Um futuro para viver

Wilson Correia

Agora, no dia 19 de setembro próximo, minha filha completa “a idade avançada de quinze anos”, como diria Paulo Mendes Campos. Enquanto me espanto com a voracidade de Cronos, que nos devora a todos, ponho-me a pensar em como continuar me esforçando para que a minha seja uma melhor filha para o mundo. Entretanto, vejo-me inquieto sobre os desafios com os quais deparo quando o reverso da medalha me pressiona: como contribuir para a construção de um mundo melhor para minha filha?

O contexto histórico pós-queda do Muro de Berlim vivido pela humanidade tem dificultado bastante esse trabalho em prol de outro mundo possível. Uma dessas dificuldades, parece-me, é a resignação diante da mundialização econômica neoliberal. Uma ilustração disso foi o episódio que vivi, há pouquíssimos anos (em 2005), quando fui atuar como professor substituto na Universidade Federal de Goiás (UFG). Quando fui à UFG apanhar documentos sobre meus encargos docentes, uma solícita professora me estendeu o Plano de Ensino de Filosofia da Educação e me advertiu: “Note, professor, que não estamos abordando mais os temas relativos à globalização e ao neoliberalismo”. Perplexo por entender aquilo como um atentado contra a minha liberdade acadêmica, saí da presença daquela mestra decidido a fazer a melhor abordagem que me fosse possível dos temas que ela dizia estar superados para ela.
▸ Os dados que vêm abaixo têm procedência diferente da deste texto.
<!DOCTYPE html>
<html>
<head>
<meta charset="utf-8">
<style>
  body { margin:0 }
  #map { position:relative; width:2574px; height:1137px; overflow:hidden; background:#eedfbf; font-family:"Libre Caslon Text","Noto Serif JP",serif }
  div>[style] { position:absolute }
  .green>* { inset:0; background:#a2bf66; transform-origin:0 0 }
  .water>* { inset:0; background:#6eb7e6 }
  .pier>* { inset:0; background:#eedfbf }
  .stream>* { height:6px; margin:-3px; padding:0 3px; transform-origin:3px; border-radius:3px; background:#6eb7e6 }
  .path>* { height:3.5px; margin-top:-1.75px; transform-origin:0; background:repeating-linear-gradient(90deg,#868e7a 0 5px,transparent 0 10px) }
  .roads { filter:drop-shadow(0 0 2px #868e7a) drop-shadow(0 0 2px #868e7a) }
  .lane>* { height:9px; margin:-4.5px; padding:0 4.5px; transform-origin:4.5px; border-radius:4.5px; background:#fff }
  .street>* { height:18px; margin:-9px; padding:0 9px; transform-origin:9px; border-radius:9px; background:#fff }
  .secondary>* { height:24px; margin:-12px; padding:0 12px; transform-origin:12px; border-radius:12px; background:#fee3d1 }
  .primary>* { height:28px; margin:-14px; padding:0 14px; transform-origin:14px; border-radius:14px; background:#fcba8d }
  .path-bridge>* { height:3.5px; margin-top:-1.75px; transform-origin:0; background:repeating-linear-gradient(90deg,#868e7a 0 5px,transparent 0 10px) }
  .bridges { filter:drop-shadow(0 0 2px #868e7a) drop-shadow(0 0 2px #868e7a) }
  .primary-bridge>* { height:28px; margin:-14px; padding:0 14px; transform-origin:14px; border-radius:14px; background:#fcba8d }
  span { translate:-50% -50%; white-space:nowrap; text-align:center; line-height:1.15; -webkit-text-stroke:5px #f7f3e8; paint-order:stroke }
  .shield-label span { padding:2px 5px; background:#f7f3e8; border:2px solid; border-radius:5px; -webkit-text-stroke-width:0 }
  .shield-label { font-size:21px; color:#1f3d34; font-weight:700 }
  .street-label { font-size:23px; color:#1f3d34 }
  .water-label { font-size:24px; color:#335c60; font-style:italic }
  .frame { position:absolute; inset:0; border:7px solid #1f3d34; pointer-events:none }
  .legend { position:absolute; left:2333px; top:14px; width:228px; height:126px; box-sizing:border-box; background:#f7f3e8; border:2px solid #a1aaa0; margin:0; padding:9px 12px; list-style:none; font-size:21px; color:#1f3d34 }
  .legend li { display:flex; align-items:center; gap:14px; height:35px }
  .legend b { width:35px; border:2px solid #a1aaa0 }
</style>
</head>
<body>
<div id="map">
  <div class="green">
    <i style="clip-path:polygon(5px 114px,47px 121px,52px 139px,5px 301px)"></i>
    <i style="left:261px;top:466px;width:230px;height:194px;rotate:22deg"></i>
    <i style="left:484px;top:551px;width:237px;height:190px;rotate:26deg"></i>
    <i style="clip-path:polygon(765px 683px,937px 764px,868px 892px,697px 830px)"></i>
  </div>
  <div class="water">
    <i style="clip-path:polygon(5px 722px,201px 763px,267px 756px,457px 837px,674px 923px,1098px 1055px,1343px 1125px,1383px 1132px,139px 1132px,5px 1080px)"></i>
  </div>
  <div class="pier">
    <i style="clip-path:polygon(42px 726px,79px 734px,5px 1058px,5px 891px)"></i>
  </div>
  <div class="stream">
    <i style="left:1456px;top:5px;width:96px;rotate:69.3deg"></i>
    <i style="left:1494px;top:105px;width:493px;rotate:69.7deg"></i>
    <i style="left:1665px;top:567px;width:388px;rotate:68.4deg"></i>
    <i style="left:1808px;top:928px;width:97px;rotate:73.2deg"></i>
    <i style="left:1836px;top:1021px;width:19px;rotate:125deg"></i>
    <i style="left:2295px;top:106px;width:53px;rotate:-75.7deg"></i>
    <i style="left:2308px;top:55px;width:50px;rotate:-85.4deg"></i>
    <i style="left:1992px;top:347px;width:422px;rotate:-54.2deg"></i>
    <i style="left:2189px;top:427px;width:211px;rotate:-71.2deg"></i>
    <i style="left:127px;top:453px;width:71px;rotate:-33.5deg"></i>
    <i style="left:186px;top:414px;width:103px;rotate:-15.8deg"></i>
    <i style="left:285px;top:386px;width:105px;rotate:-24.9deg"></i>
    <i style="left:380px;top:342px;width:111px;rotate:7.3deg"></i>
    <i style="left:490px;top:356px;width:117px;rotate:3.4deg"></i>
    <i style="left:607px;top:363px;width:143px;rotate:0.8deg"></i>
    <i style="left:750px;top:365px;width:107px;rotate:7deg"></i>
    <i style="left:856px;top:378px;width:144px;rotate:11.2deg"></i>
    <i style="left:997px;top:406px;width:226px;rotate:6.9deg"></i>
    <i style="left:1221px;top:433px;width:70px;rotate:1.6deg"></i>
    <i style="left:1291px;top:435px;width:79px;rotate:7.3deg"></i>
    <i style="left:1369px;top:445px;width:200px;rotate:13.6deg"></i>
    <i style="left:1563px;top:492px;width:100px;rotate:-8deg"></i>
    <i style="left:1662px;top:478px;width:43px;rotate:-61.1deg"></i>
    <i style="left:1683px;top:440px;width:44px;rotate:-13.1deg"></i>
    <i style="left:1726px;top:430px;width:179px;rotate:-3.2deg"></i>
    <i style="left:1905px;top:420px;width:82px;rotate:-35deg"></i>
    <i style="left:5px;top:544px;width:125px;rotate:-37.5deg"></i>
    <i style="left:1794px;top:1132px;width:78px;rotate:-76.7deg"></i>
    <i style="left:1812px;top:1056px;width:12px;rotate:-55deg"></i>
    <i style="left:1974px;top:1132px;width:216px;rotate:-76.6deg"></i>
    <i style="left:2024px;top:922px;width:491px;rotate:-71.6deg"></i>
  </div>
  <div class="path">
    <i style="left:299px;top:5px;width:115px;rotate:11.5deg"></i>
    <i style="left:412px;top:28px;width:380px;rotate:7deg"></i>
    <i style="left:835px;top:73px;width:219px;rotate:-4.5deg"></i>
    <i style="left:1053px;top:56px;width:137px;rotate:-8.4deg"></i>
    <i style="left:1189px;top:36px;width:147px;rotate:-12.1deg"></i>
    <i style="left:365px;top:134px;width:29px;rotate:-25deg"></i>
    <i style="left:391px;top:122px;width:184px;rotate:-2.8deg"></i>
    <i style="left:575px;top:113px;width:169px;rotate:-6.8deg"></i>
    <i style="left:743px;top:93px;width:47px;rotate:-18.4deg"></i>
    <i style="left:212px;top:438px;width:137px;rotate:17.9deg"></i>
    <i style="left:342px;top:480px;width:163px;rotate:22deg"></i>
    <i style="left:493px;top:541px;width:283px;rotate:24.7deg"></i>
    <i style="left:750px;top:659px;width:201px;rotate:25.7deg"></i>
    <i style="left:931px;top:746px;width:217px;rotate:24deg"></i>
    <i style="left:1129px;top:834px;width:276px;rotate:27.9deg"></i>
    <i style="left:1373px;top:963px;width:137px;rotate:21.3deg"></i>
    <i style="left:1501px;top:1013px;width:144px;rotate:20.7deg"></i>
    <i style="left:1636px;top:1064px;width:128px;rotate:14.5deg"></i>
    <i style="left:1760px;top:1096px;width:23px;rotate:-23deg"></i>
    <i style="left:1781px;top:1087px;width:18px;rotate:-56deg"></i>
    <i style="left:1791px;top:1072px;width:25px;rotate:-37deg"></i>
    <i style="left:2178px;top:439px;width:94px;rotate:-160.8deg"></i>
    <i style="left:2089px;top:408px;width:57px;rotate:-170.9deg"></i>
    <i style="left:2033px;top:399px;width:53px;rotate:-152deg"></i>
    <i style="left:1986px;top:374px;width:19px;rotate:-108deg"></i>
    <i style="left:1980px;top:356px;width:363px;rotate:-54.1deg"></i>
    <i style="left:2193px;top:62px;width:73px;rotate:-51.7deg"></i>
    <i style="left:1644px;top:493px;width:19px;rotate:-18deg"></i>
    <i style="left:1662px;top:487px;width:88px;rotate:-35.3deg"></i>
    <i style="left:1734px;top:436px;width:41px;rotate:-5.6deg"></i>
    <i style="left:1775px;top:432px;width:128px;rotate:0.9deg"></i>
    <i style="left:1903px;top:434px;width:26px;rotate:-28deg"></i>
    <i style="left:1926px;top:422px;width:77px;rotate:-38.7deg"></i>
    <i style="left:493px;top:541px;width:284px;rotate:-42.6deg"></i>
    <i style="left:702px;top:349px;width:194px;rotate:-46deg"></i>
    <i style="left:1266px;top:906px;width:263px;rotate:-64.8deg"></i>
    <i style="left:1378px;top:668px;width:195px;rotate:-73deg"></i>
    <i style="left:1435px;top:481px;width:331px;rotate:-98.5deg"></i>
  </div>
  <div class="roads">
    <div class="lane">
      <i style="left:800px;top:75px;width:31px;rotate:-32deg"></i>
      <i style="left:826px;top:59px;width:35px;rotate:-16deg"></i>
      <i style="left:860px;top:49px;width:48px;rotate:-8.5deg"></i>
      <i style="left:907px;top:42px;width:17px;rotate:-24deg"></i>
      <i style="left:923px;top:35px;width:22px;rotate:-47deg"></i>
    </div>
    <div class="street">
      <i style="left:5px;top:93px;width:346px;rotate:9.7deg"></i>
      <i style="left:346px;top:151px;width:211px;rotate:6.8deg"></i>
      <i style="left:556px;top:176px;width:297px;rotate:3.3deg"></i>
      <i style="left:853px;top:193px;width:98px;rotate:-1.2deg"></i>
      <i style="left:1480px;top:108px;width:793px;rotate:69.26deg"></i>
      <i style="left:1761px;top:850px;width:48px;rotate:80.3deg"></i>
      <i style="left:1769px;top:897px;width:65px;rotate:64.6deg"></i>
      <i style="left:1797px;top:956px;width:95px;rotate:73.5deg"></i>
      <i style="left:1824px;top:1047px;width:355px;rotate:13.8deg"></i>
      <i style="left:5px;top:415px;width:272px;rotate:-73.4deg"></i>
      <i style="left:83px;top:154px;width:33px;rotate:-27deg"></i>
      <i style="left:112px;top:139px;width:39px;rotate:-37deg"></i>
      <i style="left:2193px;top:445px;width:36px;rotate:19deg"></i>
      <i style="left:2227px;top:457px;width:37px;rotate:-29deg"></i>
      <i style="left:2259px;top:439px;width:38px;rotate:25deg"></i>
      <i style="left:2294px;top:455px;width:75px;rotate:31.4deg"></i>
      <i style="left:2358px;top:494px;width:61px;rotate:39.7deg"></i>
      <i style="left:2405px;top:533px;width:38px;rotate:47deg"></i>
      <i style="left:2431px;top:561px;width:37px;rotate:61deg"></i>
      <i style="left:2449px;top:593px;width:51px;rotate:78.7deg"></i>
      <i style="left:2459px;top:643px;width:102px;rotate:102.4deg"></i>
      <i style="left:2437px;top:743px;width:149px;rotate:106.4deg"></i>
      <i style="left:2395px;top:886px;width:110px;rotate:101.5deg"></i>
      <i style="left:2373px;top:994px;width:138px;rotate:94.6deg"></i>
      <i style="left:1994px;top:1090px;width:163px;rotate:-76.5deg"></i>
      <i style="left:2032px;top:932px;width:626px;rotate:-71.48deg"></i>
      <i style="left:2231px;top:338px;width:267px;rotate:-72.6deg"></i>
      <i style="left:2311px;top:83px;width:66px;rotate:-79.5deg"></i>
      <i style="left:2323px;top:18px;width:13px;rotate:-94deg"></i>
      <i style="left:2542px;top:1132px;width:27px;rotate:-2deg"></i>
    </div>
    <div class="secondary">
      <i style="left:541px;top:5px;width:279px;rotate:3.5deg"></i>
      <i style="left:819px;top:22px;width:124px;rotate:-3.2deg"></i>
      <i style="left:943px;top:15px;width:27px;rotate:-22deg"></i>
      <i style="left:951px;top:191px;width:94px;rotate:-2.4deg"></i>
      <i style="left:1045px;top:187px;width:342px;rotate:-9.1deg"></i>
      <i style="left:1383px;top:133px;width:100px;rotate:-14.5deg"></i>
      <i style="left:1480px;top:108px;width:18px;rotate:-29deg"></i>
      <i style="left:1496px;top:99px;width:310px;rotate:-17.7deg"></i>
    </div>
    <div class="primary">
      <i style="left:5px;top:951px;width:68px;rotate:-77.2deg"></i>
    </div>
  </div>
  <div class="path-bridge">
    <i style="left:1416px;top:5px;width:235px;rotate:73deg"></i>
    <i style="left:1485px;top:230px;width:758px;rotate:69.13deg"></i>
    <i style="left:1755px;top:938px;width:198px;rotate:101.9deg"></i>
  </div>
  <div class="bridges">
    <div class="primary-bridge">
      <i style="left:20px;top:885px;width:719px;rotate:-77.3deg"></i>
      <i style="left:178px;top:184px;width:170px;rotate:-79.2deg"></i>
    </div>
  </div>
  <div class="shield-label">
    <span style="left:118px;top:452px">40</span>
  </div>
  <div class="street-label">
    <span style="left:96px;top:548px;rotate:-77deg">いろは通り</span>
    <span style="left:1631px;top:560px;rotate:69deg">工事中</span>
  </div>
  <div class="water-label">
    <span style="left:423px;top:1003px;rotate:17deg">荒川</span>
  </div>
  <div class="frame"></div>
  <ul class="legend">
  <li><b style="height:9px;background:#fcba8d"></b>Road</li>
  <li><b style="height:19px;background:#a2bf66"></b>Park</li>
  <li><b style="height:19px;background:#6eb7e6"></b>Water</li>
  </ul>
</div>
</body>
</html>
Foi o que fiz e acho que não me equivoquei.

Hoje, em pleno ano de 2011, leio a frase de André Gide, afirmando que “O mundo só será salvo, caso tenha salvação, pelos insubmissos”. E quais sujeitos estão insubmissos no mundo? Não são poucos. Eles englobam jovens árabes, britânicos, franceses, gregos, espanhóis, portugueses, israelenses, chilenos e brasileiros, entre outros. O que causa indignação na juventude? O fato de ela não ter um futuro para viver. “Pela primeira vez em um século, na Europa, as novas gerações têm um nível de vida inferior ao de seus pais. O processo globalizador neoliberal brutaliza os povos, humilha os cidadãos e despoja os jovens de futuro” (Ignácio Ramonet, ‘Le Monde Diplomatique Brasil’, setembro de 2011).

E o que faz a globalização neoliberal chegar a esse ponto? Evidentemente, uma combinação de desregulação econômica e minimalização estatal, com medidas que visam ao enxugamento, ao máximo, dos direitos sociais e uma crucial privatização dos serviços públicos, por meio dos quais se pratica o roubo da riqueza produzida pela população onde essas diretrizes são implementadas. Inclusive, claro, aqui no Brasil.

Nessa direção, o Estado tem de ser mínimo para os direitos sociais e máximo para a garantia dos propósitos avarentos do capital, agora adjetivado de “financeiro”. Afirma Ibraim Warde: “O peso da financeirização é tamanho, que uma inversão da tendência parece impossível. Por um lado, a relação de força entre Estados e mercado é mais do que nunca desfavorável aos primeiros; por outro, os dogmas estabelecidos ao longo das últimas três décadas de desregulamentação financeira parecem indestrutíveis. Quase todas as intervenções públicas procuram em primeiro lugar tranqüilizar os mercados e proteger o setor financeiro, que brutaliza os Estados e suas dívidas” (‘Le Monde Diplomatique Brasil’, setembro de 2011).

Pensando nisso, talvez, para eu deixar uma filha melhor para o mundo e um mundo melhor para minha filha, eu tenha que escutar com atenção os jovens insubmissos que saem às ruas mundo afora e paralisam universidades aqui e ali. Talvez eu tenha, ainda, que trabalhar no sentido de defender a ideia de que o mercado não pode ser o senhor tirano que escraviza a todos e todas. Mais que isso, talvez eu tenha que contrariar a UNESCO, que propõe 7% do PIB nacional à educação, propondo que “10% do PIB Já”* é o que pode começar a criar o futuro aqui no Brasil. Por fim, talvez eu tenha que continuar a defender uma educação de qualidade, acompanhada da defesa de garantia de todos os direitos sociais conquistados pela humanidade, mas que ainda permanecem letras bonitas em códigos jurídicos que só protegem o capital.

E que minha filha compreenda isso brevemente, para que, ao meu lado e ao lado daqueles que se importam com a justiça social, venha gritar conosco que nós queremos um futuro para viver.

____________

*Não está passando da hora de promovermos um “Bocaço Nacional pelos 10% do PIB Já para a Educação”? Poderia ser um dia em que todos os brasileiros e brasileiras que nos importamos saíssemos às ruas para fazermos um “Gritaço” nesse sentido. Que tal?